Your instructions: Scan the data below and pick out the lines containing the word "align".

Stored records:
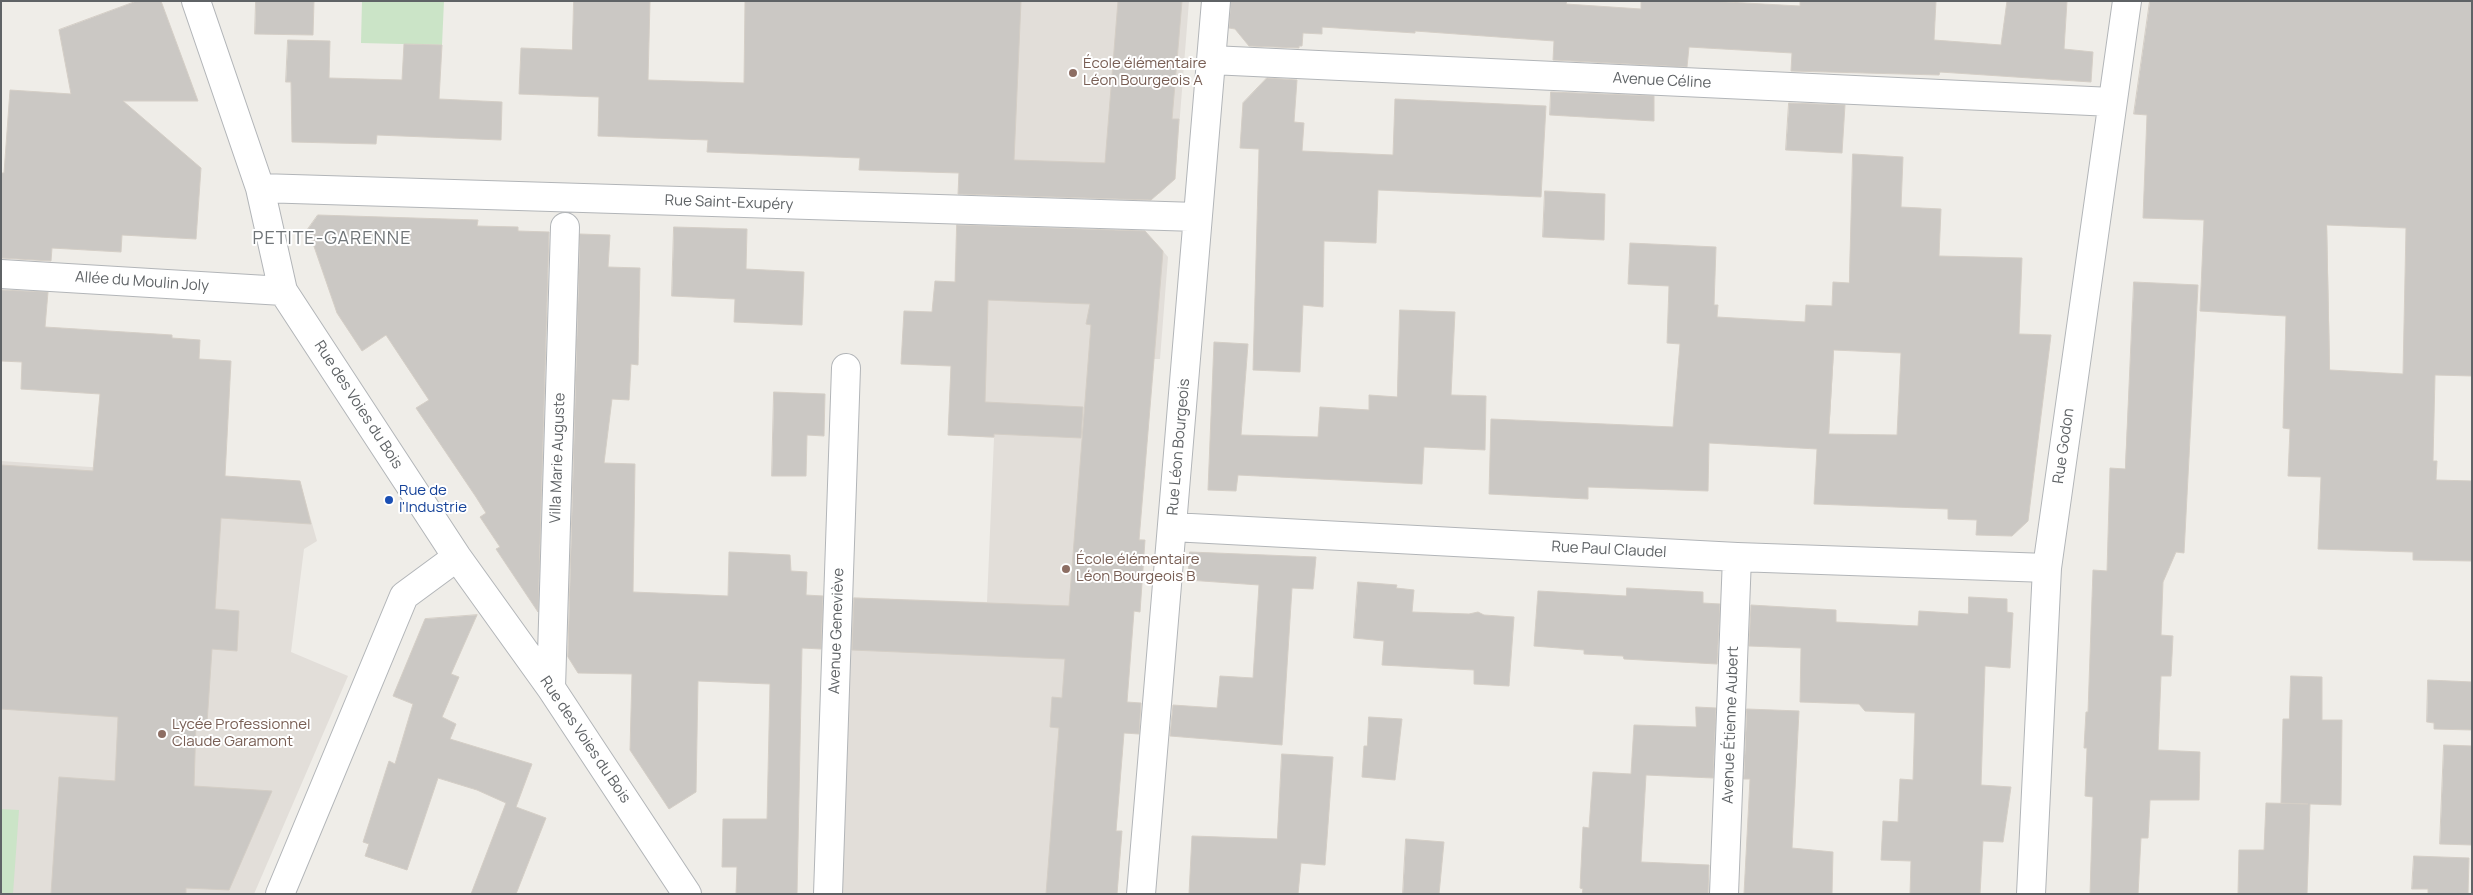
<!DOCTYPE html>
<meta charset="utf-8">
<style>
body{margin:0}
#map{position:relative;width:2473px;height:895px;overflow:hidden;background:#efede8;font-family:Manrope,sans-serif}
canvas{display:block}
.frame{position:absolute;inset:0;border:2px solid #5f6366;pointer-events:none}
</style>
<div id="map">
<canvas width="2473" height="895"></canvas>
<div class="frame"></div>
</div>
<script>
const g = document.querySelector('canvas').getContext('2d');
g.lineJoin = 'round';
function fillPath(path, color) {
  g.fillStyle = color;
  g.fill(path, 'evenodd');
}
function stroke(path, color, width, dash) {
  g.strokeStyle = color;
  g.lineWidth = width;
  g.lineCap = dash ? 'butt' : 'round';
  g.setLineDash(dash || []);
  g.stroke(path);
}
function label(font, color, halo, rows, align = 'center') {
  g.font = font + ' Manrope,sans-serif';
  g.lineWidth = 4;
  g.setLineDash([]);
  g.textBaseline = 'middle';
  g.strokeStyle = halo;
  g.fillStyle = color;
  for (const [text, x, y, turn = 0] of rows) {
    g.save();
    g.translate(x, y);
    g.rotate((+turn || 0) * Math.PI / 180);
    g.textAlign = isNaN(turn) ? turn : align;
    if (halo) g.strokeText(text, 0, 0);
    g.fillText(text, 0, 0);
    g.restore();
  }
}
fillPath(new Path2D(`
 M 966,1 L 1189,1 L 1175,179 L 1159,194 L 958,186 Z
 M 956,236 L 1156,243 L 1168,257 L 1160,359 L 1154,359 L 1139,539 L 1145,540 L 1140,612 L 1134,611 L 1116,832 L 1122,834 L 1117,894 L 835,894 L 845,597 L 987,602 L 994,438 L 948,435 Z
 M 1,461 L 300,481 L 317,541 L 304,549 L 291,652 L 348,676 L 254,894 L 1,894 Z`), '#e2ded9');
fillPath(new Path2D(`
 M 362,1 L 444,1 L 442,45 L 361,43 Z
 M 1,809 L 19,810 L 13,894 L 1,894 Z`), '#cbe4c7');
const building = new Path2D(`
 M 137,1 L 161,1 L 198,101 L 123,101 L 201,168 L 196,239 L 122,235 L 121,252 L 52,248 L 51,261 L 1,258 L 1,173 L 4,173 L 10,90 L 71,94 L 59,30 Z
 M 256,1 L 314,1 L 313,35 L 255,34 Z
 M 574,1 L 650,1 L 648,80 L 744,83 L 745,1 L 1021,1 L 1014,160 L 1105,163 L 1118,1 L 1182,1 L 1172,119 L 1179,119 L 1175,179 L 1151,200 L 958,194 L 959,173 L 859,170 L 860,158 L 707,152 L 708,140 L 598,136 L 599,97 L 519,94 L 521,48 L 572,50 Z
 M 1231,1 L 1567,1 L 1566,4 L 1641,9 L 1641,1 L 1708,1 L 1800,6 L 1800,1 L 1936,1 L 1934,40 L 2001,45 L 2007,1 L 2067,1 L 2064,49 L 2093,52 L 2091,82 L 1940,72 L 1939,75 L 1791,71 L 1792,53 L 1689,47 L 1687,67 L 1553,60 L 1554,41 L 1415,31 L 1415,33 L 1322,27 L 1322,34 L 1303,33 L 1302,46 L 1299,46 L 1299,48 L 1249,46 L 1235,29 L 1229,28 Z
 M 2150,1 L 2472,1 L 2472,376 L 2435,375 L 2433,461 L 2437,461 L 2436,480 L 2472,481 L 2472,561 L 2413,560 L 2413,552 L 2318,549 L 2321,477 L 2288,476 L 2290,429 L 2283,428 L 2286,316 L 2200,311 L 2204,220 L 2143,218 L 2147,115 L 2134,114 ZM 2327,225 L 2406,228 L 2403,374 L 2330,370 Z
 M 288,40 L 330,41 L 329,78 L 402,80 L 404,44 L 442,45 L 439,99 L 502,102 L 501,140 L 377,135 L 376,144 L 292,142 L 291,82 L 286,82 Z
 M 1267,78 L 1297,80 L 1294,122 L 1304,123 L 1302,151 L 1393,155 L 1395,99 L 1546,106 L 1541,197 L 1378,190 L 1376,243 L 1324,241 L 1323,307 L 1303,305 L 1300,372 L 1253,370 L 1259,149 L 1240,148 L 1243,103 Z
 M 1551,92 L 1654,96 L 1654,121 L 1550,115 Z
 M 1789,103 L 1845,105 L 1842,153 L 1786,150 Z
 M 1853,154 L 1903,157 L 1901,207 L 1941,209 L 1939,256 L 2022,258 L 2019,334 L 2051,335 L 2028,521 L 2012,536 L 1976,535 L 1977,520 L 1948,519 L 1948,509 L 1814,504 L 1817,449 L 1709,443 L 1708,491 L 1588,487 L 1588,499 L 1489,494 L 1491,419 L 1673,427 L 1680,344 L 1667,343 L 1669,286 L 1628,284 L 1630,243 L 1716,247 L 1714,305 L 1718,305 L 1717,317 L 1805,322 L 1806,305 L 1832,306 L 1833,282 L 1849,283 ZM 1834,350 L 1901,353 L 1897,435 L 1829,434 Z
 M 1545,191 L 1605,194 L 1604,240 L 1543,237 Z
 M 318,215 L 478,220 L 477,226 L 518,227 L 518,231 L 549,232 L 538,612 L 496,549 L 500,547 L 480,517 L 486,513 L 476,497 L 416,408 L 429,400 L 386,335 L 362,351 L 337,313 L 308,229 Z
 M 957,225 L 1145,231 L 1163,251 L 1139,540 L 1145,540 L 1140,612 L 1134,611 L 1127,702 L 1141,703 L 1139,734 L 1124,733 L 1116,831 L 1122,831 L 1117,894 L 1046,894 L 1059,728 L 1050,727 L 1052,697 L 1062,698 L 1065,659 L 852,650 L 854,598 L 1069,606 L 1091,325 L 1086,324 L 1090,304 L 988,300 L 985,402 L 1083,407 L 1081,438 L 994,434 L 994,437 L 948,435 L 951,366 L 901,364 L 904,311 L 932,312 L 935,281 L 955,282 Z
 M 674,227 L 747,229 L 746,269 L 804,272 L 802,325 L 734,322 L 735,299 L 672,296 Z
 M 580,234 L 610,235 L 608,267 L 640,268 L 638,365 L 631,364 L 629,400 L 612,399 L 604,463 L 635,464 L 633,592 L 728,596 L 729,552 L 790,555 L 791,571 L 807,572 L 806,595 L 823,596 L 821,649 L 802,648 L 797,894 L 736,894 L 737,867 L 722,867 L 723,819 L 767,819 L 770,684 L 698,681 L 696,792 L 669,809 L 630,750 L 632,674 L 578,673 L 568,657 Z
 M 2134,282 L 2198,285 L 2184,553 L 2176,552 L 2163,582 L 2161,635 L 2173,636 L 2171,676 L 2161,676 L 2158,750 L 2200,752 L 2199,800 L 2150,800 L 2148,838 L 2141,838 L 2138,894 L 2090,894 L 2093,797 L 2085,796 L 2087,748 L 2084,748 L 2086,712 L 2088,712 L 2093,570 L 2107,571 L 2110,468 L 2125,469 Z
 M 1,290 L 48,292 L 45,327 L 172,335 L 172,338 L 200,340 L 199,359 L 231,361 L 225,476 L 300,481 L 311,524 L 221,518 L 215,609 L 239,611 L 237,651 L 212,649 L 207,723 L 196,722 L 194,786 L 272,791 L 229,890 L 186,888 L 186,894 L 51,894 L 59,777 L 115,781 L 118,717 L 1,709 L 1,465 L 93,471 L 100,394 L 21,389 L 22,362 L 1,361 Z
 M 1400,310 L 1455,312 L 1451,395 L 1486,396 L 1485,450 L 1424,447 L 1422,484 L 1238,475 L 1236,491 L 1208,490 L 1214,342 L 1248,344 L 1241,435 L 1318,437 L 1320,407 L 1369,410 L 1369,395 L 1397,397 Z
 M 774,392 L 825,394 L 824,436 L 807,435 L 806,476 L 772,476 Z
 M 1190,552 L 1316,557 L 1313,589 L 1292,588 L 1282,745 L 1170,736 L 1173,705 L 1217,708 L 1220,676 L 1253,678 L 1259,585 L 1188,580 Z
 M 1358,582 L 1397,585 L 1396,588 L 1414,590 L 1412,612 L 1469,614 L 1478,612 L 1484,615 L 1514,617 L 1509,686 L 1474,684 L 1474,670 L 1382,665 L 1384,641 L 1354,638 Z
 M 1627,588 L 1703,592 L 1703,603 L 1720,604 L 1717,664 L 1624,659 L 1623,656 L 1584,654 L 1584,650 L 1534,646 L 1538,591 L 1626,596 Z
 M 1969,597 L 2007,599 L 2007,612 L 2013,613 L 2010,668 L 1985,666 L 1981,785 L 2011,787 L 2003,842 L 1983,841 L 1980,894 L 1910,894 L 1911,861 L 1881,860 L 1883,821 L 1898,822 L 1900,779 L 1913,780 L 1915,713 L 1865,711 L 1859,704 L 1800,702 L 1801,648 L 1749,646 L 1751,605 L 1836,610 L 1836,622 L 1918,626 L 1919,611 L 1968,614 Z
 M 477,615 L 451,674 L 459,677 L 442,717 L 456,724 L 450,739 L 532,764 L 516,807 L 546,818 L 516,894 L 471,894 L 506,803 L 477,790 L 438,778 L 407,870 L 365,856 L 369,844 L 363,842 L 389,761 L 395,764 L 413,704 L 393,696 L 425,619 Z
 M 2291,676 L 2322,677 L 2322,720 L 2342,720 L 2341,805 L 2310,804 L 2307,894 L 2238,894 L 2239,850 L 2264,850 L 2266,803 L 2308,804 L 2281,803 L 2283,719 L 2289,719 Z
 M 2428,680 L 2472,682 L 2472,730 L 2434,729 L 2434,723 L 2427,722 Z
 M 1696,707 L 1716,708 L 1713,778 L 1646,775 L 1641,862 L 1709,865 L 1708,894 L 1582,894 L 1583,889 L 1580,888 L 1583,827 L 1589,828 L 1593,772 L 1631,774 L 1634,725 L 1696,727 Z
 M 1747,709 L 1799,711 L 1792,848 L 1833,852 L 1832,894 L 1744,894 L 1750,779 L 1744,779 Z
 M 1369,717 L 1402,719 L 1395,780 L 1362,777 L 1364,746 L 1367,746 Z
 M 2444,745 L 2472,746 L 2472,845 L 2440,844 Z
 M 1282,754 L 1333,757 L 1325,865 L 1301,863 L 1298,894 L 1189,894 L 1192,836 L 1277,839 Z
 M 1406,839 L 1444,842 L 1439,894 L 1403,894 Z
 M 2414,856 L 2469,858 L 2468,894 L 2428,894 L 2428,889 L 2412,889 Z`);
fillPath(building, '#cbc8c4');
stroke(building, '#d4cec6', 1);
const minor = new Path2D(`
 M 196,1 L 260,188 L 283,291 L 457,557 L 551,688 L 687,894
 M 1211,60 L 2112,102
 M 260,188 L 1197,217
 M 1,274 L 283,291
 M 1172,527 L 1737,557 L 2047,568
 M 551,688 L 565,227
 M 280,894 L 404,596 L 457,557
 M 828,894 L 846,368
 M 1141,894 L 1216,1
 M 1724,894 L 1737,557
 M 2031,894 L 2047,568 L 2127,1`);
stroke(minor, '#b2b5b8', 30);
stroke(minor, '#fff', 28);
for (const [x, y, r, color] of [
 [1073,73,5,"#8d6e63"],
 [389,500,5,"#1a4fb4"],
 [1066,569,5,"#8d6e63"],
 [162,734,5,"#8d6e63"]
]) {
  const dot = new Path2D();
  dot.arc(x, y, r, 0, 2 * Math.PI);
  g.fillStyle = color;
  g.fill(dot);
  stroke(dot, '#fff', 2);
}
label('15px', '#785e54', '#fff', [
 ["École élémentaire",1083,64],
 ["Léon Bourgeois A",1083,81],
 ["École élémentaire",1076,560],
 ["Léon Bourgeois B",1076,577],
 ["Lycée Professionnel",172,725],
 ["Claude Garamont",172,742]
], 'left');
label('15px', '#5f6366', '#fff', [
 ["Avenue Céline",1662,81,3],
 ["Rue Saint-Exupéry",729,203,2],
 ["Allée du Moulin Joly",142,282,4],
 ["Rue des Voies du Bois",358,405,57],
 ["Rue Godon",2064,446,-82],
 ["Rue Léon Bourgeois",1179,447,-85],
 ["Villa Marie Auguste",558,458,-88],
 ["Rue Paul Claudel",1609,550,3],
 ["Avenue Geneviève",837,631,-88],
 ["Avenue Étienne Aubert",1731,725,-88],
 ["Rue des Voies du Bois",585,740,56]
]);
label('15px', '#164399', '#fff', [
 ["Rue de",399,491],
 ["l'Industrie",399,508]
], 'left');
g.letterSpacing = '1px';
label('18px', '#707578', '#fff', [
 ["PETITE-GARENNE",332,239]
]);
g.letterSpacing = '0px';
</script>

Task answer:
function label(font, color, halo, rows, align = 'center') {
    g.textAlign = isNaN(turn) ? turn : align;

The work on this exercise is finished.